Work instruction >> Which lines of the entries below include "sans"? List them all.
Provided data Start Marker
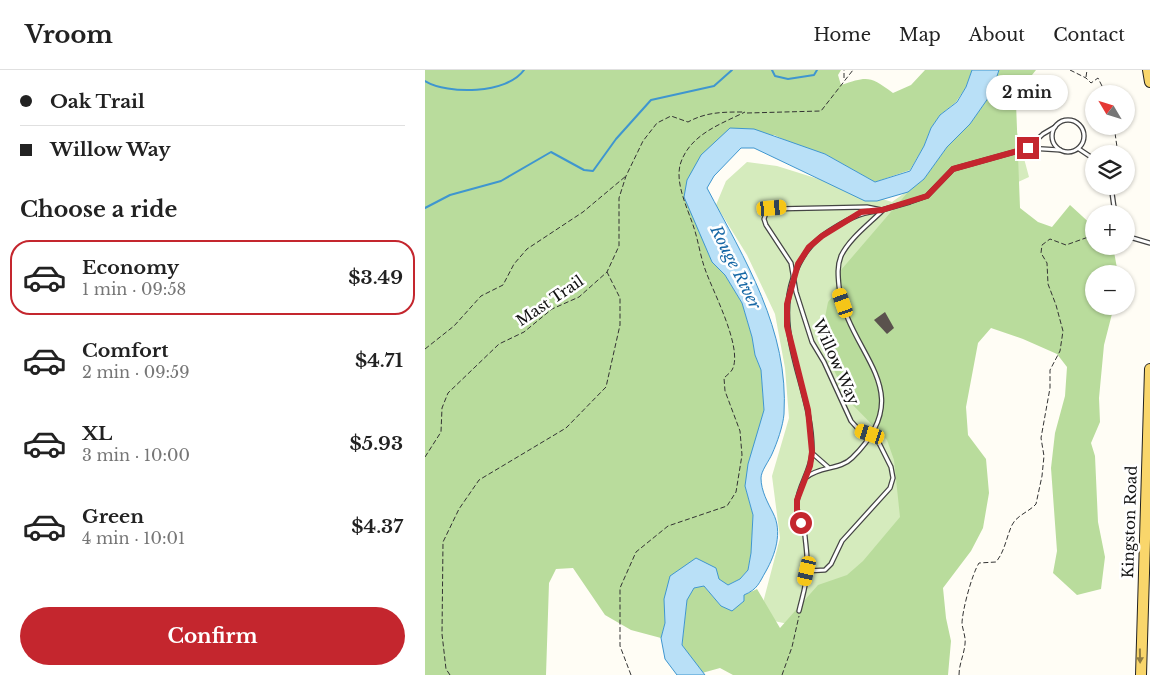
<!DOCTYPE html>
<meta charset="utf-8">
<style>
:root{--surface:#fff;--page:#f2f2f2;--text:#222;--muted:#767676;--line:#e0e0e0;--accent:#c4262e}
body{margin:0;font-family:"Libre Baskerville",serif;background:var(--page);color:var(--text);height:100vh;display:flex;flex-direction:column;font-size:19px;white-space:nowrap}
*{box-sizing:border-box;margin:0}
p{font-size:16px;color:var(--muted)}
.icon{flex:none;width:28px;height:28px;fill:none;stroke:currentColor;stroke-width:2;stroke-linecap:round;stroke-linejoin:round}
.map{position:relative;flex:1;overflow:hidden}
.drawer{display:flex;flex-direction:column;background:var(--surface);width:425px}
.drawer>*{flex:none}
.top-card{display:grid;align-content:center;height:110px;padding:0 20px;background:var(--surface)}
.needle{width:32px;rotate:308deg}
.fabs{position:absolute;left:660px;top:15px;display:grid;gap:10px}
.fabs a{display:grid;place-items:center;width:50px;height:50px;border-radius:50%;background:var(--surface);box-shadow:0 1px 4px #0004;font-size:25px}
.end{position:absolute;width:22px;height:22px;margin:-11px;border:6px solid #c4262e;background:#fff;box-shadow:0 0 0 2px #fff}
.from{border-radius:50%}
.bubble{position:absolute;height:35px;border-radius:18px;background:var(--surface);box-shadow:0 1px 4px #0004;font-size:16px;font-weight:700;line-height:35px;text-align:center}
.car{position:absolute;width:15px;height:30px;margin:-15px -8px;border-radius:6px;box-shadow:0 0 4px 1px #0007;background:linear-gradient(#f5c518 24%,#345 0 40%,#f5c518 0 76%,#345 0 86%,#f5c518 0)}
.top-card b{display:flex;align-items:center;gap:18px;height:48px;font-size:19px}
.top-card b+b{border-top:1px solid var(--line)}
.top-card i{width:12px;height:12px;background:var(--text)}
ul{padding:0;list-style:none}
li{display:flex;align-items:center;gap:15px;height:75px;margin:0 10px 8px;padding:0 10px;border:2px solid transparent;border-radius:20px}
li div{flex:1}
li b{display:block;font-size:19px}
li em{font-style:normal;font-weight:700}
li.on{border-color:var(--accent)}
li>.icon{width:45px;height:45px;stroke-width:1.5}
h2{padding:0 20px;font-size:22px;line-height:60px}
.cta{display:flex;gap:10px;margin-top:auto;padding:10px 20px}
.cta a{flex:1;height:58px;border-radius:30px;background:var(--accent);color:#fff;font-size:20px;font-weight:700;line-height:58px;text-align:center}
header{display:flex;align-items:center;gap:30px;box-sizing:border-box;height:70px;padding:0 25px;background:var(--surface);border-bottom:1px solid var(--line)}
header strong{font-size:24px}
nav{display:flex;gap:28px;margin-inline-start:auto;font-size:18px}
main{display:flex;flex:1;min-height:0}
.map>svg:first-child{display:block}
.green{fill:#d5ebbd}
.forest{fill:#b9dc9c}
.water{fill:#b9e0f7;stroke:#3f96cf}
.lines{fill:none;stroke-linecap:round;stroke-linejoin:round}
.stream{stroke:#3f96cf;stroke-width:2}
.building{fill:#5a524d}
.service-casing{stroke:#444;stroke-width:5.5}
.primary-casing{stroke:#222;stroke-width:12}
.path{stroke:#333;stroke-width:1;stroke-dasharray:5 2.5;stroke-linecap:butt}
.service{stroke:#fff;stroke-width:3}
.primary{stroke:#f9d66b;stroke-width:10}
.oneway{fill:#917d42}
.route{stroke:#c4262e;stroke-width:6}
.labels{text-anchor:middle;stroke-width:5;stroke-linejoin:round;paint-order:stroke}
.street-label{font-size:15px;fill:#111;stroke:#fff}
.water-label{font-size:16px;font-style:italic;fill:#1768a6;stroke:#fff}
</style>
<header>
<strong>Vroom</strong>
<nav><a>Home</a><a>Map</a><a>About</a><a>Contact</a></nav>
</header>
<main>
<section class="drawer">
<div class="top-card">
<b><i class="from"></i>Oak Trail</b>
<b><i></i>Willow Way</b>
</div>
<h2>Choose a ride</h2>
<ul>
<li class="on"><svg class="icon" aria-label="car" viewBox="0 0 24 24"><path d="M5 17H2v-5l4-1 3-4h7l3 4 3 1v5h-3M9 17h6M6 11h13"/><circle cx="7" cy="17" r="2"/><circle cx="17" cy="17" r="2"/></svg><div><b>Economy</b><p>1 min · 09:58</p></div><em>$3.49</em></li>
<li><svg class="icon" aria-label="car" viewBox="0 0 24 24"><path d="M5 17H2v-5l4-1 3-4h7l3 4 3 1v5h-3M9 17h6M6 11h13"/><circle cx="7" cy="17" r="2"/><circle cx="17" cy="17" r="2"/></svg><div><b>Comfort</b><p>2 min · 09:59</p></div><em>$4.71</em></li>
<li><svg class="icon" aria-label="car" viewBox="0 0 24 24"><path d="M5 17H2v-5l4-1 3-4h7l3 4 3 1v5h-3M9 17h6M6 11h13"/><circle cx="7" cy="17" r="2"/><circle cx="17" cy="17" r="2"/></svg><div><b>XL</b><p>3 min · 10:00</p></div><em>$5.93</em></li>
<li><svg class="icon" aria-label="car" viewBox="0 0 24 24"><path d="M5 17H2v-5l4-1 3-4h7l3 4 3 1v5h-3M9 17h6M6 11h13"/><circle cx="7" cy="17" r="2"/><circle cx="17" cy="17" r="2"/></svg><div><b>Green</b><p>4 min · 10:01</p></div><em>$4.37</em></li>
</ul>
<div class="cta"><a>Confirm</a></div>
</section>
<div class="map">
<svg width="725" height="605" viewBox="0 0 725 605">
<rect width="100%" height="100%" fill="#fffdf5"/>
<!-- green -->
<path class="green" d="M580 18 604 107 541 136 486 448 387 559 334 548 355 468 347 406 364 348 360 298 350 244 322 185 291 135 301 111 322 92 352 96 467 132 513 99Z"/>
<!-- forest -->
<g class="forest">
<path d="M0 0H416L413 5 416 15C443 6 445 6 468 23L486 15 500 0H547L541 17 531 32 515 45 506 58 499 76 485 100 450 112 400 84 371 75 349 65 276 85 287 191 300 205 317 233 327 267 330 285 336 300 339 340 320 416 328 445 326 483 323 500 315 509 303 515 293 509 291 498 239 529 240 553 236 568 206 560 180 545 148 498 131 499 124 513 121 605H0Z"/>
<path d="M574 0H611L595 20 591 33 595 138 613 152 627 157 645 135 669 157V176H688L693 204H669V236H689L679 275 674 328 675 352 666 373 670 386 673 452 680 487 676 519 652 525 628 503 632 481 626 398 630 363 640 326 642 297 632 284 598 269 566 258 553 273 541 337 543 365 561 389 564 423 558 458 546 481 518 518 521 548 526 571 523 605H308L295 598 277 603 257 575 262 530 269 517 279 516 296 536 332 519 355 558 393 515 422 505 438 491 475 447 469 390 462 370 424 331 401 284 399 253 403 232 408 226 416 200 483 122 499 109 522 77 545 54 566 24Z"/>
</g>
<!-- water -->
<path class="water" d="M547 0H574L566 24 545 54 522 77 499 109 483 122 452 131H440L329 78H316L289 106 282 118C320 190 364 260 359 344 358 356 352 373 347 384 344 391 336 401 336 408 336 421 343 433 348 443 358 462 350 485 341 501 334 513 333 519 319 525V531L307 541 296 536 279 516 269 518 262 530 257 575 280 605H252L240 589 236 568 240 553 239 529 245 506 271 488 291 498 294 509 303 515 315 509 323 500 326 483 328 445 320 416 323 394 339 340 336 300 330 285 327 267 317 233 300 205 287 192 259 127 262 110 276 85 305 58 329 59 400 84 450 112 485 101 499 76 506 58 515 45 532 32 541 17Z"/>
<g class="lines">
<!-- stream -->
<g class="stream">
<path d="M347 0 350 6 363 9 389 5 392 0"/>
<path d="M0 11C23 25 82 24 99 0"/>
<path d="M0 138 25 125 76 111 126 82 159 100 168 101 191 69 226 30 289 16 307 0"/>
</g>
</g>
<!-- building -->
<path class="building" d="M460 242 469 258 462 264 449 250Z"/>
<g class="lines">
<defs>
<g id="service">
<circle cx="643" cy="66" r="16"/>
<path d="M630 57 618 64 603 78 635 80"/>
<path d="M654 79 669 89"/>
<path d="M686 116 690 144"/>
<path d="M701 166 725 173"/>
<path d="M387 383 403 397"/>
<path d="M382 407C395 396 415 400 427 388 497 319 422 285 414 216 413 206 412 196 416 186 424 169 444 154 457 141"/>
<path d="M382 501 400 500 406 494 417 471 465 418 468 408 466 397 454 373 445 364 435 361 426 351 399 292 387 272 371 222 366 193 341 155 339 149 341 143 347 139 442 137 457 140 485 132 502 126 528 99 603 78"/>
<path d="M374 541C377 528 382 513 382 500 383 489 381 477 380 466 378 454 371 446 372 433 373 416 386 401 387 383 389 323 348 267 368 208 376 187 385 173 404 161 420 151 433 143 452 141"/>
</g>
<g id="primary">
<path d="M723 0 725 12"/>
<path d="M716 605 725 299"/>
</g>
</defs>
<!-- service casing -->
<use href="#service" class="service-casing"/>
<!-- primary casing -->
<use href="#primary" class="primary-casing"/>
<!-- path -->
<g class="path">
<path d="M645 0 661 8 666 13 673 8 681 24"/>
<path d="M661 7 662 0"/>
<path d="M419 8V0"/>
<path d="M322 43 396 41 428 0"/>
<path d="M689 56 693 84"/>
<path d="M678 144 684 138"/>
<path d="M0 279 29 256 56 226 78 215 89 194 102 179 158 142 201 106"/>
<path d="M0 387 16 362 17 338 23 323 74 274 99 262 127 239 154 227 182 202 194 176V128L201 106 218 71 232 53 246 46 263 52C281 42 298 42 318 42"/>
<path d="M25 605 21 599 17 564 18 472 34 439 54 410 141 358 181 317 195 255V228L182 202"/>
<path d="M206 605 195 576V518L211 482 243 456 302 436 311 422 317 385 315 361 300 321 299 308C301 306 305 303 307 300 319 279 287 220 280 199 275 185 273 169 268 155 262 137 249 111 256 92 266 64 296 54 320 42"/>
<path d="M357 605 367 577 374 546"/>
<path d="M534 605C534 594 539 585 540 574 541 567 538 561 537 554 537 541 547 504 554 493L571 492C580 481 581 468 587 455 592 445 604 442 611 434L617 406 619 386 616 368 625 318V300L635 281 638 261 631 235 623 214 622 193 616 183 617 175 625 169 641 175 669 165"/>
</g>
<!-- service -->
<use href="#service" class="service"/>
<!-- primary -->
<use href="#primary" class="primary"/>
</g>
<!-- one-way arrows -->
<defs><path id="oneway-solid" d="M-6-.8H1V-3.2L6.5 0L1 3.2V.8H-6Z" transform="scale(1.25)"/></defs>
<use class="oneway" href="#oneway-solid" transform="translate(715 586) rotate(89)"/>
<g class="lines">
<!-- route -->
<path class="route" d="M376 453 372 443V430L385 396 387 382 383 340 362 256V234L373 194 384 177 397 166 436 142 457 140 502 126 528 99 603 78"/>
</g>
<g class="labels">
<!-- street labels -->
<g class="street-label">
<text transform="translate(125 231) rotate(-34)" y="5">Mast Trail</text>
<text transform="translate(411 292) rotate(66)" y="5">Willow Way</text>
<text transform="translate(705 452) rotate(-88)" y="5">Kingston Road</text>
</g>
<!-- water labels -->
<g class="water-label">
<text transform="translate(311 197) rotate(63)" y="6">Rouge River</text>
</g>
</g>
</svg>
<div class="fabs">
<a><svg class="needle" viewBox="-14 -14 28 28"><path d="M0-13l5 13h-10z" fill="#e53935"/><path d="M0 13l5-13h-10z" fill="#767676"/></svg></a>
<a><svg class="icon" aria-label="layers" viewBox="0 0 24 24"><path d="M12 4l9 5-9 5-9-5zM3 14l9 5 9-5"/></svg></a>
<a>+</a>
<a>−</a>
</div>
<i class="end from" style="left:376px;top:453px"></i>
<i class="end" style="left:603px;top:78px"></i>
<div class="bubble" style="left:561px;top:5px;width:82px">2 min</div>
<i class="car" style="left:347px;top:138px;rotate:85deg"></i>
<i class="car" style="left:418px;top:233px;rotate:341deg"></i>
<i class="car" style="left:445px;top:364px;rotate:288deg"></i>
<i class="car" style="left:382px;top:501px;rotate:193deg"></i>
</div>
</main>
Provided data End Marker
Provided data Start Marker
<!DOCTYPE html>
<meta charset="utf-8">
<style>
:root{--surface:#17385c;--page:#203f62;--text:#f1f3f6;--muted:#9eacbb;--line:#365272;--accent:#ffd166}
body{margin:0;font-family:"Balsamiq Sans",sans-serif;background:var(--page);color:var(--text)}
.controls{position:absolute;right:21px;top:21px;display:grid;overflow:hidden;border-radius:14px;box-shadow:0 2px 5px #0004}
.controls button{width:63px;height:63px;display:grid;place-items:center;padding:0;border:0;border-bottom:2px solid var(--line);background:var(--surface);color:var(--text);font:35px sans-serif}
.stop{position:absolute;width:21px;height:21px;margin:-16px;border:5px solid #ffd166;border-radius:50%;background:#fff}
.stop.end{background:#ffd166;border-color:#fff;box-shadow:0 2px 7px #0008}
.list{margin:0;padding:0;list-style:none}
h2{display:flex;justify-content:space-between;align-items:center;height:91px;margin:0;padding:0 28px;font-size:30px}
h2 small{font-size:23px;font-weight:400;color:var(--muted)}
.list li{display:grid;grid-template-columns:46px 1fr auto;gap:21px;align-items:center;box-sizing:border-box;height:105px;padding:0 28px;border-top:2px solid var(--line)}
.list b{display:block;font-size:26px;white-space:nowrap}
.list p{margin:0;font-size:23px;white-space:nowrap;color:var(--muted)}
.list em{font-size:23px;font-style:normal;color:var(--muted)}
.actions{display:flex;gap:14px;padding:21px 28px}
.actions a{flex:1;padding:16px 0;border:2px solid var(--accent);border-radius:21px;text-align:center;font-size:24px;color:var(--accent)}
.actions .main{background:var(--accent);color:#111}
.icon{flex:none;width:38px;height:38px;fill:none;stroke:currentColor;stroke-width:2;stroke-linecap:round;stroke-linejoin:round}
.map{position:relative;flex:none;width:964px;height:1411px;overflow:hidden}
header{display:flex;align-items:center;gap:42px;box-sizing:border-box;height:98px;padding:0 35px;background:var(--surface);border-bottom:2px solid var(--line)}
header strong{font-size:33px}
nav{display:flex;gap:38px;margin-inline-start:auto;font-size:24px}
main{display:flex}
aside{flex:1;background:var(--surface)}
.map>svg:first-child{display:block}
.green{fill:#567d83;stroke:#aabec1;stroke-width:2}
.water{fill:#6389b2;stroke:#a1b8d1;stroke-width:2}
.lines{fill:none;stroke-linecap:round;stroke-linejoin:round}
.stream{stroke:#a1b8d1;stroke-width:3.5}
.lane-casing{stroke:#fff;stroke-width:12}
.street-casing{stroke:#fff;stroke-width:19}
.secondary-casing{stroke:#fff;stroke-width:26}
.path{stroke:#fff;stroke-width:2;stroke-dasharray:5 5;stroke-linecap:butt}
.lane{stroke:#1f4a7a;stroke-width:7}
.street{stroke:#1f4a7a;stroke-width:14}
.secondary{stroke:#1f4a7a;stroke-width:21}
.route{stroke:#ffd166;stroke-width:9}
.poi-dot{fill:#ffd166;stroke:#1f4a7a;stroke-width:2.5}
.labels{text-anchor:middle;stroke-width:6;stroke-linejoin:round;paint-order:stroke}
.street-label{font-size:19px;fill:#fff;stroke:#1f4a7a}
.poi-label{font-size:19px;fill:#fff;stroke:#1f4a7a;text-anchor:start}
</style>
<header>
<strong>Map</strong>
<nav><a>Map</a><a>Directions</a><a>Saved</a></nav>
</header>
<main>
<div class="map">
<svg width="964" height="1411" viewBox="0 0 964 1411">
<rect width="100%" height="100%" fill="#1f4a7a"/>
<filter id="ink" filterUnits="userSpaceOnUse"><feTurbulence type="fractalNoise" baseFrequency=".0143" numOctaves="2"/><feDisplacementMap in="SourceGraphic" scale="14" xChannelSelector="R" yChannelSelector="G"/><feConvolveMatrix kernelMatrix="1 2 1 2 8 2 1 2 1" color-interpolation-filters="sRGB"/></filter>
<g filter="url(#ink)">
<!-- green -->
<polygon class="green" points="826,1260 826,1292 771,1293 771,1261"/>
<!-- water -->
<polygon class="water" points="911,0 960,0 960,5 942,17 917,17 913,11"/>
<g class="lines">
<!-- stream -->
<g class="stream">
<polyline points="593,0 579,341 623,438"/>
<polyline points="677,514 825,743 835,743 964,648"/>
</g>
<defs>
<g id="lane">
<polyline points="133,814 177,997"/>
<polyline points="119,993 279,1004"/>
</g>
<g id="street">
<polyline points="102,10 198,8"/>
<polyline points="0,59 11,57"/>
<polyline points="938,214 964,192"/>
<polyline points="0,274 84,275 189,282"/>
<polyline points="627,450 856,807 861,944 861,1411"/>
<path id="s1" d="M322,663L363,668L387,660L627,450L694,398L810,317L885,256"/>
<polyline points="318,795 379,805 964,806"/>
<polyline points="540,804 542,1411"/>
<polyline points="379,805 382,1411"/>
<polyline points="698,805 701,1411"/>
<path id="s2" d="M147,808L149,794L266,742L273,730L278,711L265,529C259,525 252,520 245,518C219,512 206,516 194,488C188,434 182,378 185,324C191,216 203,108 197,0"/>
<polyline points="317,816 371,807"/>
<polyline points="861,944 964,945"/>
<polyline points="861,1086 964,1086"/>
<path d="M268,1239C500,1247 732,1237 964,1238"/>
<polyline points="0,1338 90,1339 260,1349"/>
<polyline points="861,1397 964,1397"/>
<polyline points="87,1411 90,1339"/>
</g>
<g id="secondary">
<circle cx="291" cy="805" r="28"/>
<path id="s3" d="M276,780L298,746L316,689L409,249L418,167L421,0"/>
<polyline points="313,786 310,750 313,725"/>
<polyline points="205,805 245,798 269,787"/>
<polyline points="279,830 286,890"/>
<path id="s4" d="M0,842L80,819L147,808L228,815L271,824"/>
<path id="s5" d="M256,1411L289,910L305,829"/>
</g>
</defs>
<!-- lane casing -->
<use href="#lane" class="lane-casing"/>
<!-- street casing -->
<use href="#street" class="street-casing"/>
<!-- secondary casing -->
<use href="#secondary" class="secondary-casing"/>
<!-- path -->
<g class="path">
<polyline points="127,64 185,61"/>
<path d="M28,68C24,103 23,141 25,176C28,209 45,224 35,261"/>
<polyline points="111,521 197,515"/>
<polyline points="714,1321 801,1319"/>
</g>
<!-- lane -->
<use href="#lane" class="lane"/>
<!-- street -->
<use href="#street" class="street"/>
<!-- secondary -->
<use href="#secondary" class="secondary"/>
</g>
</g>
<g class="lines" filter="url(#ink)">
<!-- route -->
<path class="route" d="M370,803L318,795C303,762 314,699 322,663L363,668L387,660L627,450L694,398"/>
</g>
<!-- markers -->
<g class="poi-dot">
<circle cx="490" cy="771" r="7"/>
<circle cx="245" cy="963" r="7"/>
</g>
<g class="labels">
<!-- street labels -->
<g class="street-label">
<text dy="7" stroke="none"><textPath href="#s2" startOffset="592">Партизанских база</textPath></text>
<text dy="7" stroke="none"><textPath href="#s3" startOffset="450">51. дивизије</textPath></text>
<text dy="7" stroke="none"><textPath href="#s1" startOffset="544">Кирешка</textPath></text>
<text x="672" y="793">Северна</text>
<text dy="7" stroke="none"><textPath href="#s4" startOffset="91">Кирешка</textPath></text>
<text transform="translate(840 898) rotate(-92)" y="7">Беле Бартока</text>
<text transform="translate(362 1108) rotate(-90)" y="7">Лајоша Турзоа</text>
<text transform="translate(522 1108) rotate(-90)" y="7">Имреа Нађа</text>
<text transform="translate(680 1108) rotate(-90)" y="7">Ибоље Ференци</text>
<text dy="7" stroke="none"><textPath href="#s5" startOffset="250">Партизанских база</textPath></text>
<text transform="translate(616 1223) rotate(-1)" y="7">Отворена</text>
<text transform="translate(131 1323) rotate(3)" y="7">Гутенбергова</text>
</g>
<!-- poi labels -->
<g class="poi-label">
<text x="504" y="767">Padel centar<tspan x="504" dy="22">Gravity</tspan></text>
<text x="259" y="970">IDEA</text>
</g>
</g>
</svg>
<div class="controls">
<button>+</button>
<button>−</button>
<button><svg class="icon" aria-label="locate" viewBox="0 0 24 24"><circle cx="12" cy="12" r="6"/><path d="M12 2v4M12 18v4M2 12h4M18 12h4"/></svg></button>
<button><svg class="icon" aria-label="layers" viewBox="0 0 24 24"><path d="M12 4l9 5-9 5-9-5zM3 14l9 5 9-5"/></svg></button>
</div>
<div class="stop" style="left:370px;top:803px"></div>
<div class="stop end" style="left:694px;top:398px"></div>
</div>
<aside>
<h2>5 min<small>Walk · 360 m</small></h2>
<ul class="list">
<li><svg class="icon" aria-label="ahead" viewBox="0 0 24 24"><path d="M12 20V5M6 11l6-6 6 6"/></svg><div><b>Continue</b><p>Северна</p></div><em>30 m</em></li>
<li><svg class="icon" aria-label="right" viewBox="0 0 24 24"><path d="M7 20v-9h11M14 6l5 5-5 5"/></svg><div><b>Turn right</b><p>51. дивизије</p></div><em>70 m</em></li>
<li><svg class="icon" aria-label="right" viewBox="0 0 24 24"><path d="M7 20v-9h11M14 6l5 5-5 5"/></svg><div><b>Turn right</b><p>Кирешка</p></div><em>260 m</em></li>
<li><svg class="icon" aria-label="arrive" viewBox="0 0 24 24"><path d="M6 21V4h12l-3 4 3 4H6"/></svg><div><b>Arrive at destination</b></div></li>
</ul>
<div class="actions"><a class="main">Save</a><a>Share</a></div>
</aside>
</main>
Provided data End Marker
Answer box >>
body{margin:0;font-family:"Balsamiq Sans",sans-serif;background:var(--page);color:var(--text)}
.controls button{width:63px;height:63px;display:grid;place-items:center;padding:0;border:0;border-bottom:2px solid var(--line);background:var(--surface);color:var(--text);font:35px sans-serif}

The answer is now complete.